La inestabilidad financiera no ha desaparecido de la eurozona. Casi cuatro años después de la emergencia en EEUU de la crisis  más severa y compleja desde la que desencadenó la Gran Depresión, las tensiones en los mercados de deuda pública de la  eurozona siguen constituyendo una seria amenaza al bienestar de sus ciudadanos. Lo hace no solo cuestionando posibilidades de crecimiento económico y de reducción del desempleo, drenando recursos públicos, o acentuando la inhibición  de las decisiones empresariales de inversión, sino lo que quizás  ya ha cobrado más relevancia, erosionando la confianza en las instituciones europeas.  Escenarios radicales como los asociados a la fragmentación, segmentación o exclusión de países de la zona monetaria común siguen siendo desenlaces no  descartados. Al menos de las expectativas que manejan los inversores en bonos soberanos.

La razón de las renovadas tensiones en esos mercados son las mayores probabilidades asignadas a  la reestructuración de la deuda griega (doce meses después de la concreción del programa de ayuda, por 110.000 millones de euros a tres años), de la mano  de las propias dificultades de ese país y de las imprudentes declaraciones de algunos políticos germanos acerca de la proximidad de un desenlace tal. El  término “reestructuración” genera   lógicos temores de los inversores privados a sacrificar parte del principal de la deuda. En el tipo de interés con el que el mercado de bonos lleva días cotizando los títulos griegos (18,5% los que tienen vencimiento a dos años o 14% el correspondiente a 10 años) esta implícito un elevado riesgo de solvencia: significativas probabilidades de que los tenedores de esos bonos se verán obligados a soportar no solo una extensión del vencimiento de los mismos, sino también una “quita” en su principal.

Aun cuando un desenlace tal haya sido descartado por instituciones como el BCE, el FMI, la OCDE o la propia Comisión Europea, los mercados parecen imponer  su propia evaluación del riesgo. No solo para fijar la distancia a la reestructuración de Grecia, sino para hacer lo propio con las otras tres economías consideradas periféricas, la española incluida.

Una de las primeras  consecuencias de esa depreciación de la deuda soberana  es la erosión del valor del patrimonio de  los principales inversores, los bancos de la eurozona. Dado el  deterioro similar, cuando no más acentuado, en la calidad de activos de otra naturaleza, las amenazas a la solvencia de las entidades financieras no facilita la necesaria normalización de la inversión crediticia. Es también el caso de España.

Es verdad que no tiene mucho que ver la situación de las finanzas públicas españolas, de su solvencia,  con los de Grecia, Irlanda o Portugal. Su nivel de deuda es significativamente más bajo,  no han existido anomalías en la contabilidad pública,  su sistema bancario mantiene una mayor  diversificación geográfica y, aunque reducido, el crecimiento económico esperado en los próximos tres años es también superior. Sin embargo, la contaminación es explícita, aun cuando la diferenciación favorable en la percepción del riesgo de crédito siga siendo muy marcada, a tenor  de la muy inferior  prima de riesgo.

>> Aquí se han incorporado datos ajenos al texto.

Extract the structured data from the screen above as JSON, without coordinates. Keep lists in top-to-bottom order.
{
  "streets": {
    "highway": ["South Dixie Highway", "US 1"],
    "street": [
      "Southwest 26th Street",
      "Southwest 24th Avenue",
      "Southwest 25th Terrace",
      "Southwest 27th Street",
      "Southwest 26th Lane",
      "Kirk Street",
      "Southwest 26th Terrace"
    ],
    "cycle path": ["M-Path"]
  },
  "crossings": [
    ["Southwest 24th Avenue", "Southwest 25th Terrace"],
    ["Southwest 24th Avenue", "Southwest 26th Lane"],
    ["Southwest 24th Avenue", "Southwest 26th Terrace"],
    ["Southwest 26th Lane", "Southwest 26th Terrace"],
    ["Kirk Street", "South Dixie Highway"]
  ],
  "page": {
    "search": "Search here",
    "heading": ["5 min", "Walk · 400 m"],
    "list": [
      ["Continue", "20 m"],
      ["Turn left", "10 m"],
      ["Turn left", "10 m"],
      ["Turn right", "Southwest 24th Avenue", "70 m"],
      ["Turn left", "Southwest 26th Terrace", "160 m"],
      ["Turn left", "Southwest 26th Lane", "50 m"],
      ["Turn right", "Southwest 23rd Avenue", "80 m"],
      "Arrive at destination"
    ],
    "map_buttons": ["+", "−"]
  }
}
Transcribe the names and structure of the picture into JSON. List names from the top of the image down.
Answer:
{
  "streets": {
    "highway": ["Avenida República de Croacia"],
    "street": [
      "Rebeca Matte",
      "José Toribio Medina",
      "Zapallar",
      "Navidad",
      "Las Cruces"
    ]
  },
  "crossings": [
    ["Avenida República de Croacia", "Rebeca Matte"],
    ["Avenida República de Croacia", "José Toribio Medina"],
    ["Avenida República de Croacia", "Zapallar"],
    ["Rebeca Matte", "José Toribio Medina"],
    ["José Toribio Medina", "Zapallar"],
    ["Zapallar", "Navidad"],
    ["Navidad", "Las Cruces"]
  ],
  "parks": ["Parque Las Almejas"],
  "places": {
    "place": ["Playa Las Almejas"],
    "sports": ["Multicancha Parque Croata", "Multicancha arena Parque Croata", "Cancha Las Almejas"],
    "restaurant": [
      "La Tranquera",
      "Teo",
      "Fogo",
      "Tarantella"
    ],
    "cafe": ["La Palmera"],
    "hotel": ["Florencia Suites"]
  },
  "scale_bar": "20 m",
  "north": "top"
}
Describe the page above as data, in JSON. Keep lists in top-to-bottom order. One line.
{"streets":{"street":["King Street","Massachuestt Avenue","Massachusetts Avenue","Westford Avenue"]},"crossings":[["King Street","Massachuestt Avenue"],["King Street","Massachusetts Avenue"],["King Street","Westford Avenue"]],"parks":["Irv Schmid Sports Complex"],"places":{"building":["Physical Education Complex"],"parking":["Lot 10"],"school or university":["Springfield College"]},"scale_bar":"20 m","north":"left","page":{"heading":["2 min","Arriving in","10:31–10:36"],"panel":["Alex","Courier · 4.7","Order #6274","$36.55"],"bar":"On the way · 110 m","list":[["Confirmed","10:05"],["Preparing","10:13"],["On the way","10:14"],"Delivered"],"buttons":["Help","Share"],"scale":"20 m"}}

Con todo, la peor consecuencia de  esta  dilatada precariedad en la eurozona no es el encarecimiento de la financiación pública, sino la desafección creciente de los ciudadanos, de los agentes económicos europeos,  de las instituciones y proyectos comunitarios. Esta ya era importante antes de que  algunas formaciones políticas en países del euro asumieran como señas programáticas de identidad la oposición al rescate a los países  más afectados por la crisis y, en definitiva,  a que la eurozona resuelva rápidamente esa asimetría entre una unión monetaria completa y un  inexistente federalismo fiscal. Este es el pecado original que arrastra el más emblemático de los proyectos de perfeccionamiento de la dinámica de integración europea.